Collected data entries
=====

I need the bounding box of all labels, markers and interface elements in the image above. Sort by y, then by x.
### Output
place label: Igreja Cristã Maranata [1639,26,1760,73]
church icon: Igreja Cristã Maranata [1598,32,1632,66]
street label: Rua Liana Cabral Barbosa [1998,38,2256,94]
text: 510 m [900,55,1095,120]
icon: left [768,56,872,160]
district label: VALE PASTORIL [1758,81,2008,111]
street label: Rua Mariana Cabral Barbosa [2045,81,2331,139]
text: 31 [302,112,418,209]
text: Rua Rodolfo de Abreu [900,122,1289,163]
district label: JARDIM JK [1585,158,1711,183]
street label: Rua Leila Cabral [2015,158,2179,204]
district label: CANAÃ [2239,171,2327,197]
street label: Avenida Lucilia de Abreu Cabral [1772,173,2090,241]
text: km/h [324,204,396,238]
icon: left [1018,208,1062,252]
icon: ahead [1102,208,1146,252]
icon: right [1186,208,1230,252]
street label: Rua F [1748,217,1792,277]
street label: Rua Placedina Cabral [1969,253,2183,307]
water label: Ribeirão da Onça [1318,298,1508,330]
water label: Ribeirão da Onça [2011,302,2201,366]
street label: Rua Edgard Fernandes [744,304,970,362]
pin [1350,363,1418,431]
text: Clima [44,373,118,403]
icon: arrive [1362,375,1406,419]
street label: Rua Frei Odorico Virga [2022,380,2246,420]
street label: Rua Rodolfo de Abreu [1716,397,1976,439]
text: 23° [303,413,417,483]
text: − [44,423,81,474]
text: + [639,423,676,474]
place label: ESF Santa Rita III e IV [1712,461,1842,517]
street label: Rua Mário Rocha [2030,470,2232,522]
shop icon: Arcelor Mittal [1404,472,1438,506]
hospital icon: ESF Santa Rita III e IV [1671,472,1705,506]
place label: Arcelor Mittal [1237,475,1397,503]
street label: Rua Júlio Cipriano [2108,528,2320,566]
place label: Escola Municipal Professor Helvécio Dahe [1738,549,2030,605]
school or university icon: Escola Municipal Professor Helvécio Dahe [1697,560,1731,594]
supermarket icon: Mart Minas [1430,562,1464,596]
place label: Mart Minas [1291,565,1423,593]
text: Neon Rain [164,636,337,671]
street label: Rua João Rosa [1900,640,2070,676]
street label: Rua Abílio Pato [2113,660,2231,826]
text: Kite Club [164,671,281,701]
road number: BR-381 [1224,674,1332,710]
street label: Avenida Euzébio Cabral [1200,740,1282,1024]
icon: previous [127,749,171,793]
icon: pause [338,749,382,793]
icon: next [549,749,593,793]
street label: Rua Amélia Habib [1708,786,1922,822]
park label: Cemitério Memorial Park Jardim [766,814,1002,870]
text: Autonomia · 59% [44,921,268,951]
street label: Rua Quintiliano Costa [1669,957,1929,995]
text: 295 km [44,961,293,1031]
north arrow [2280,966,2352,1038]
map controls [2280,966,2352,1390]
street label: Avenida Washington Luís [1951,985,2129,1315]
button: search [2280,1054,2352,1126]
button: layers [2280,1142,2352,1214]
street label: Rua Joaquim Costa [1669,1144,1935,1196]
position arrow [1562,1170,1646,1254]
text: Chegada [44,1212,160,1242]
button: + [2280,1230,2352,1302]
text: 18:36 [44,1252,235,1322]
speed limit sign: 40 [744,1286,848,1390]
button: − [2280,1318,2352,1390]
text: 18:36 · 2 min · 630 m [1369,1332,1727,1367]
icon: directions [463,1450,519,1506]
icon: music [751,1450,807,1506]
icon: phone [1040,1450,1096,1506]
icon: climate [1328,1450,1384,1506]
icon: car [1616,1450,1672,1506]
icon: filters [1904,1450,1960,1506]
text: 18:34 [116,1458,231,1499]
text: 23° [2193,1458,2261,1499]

=====

WHAT IS BEING ASKED: Find the word "arrow" in the records. Copy every line it appears in.

ANSWER TO THIS EXERCISE:
north arrow [2280,966,2352,1038]
position arrow [1562,1170,1646,1254]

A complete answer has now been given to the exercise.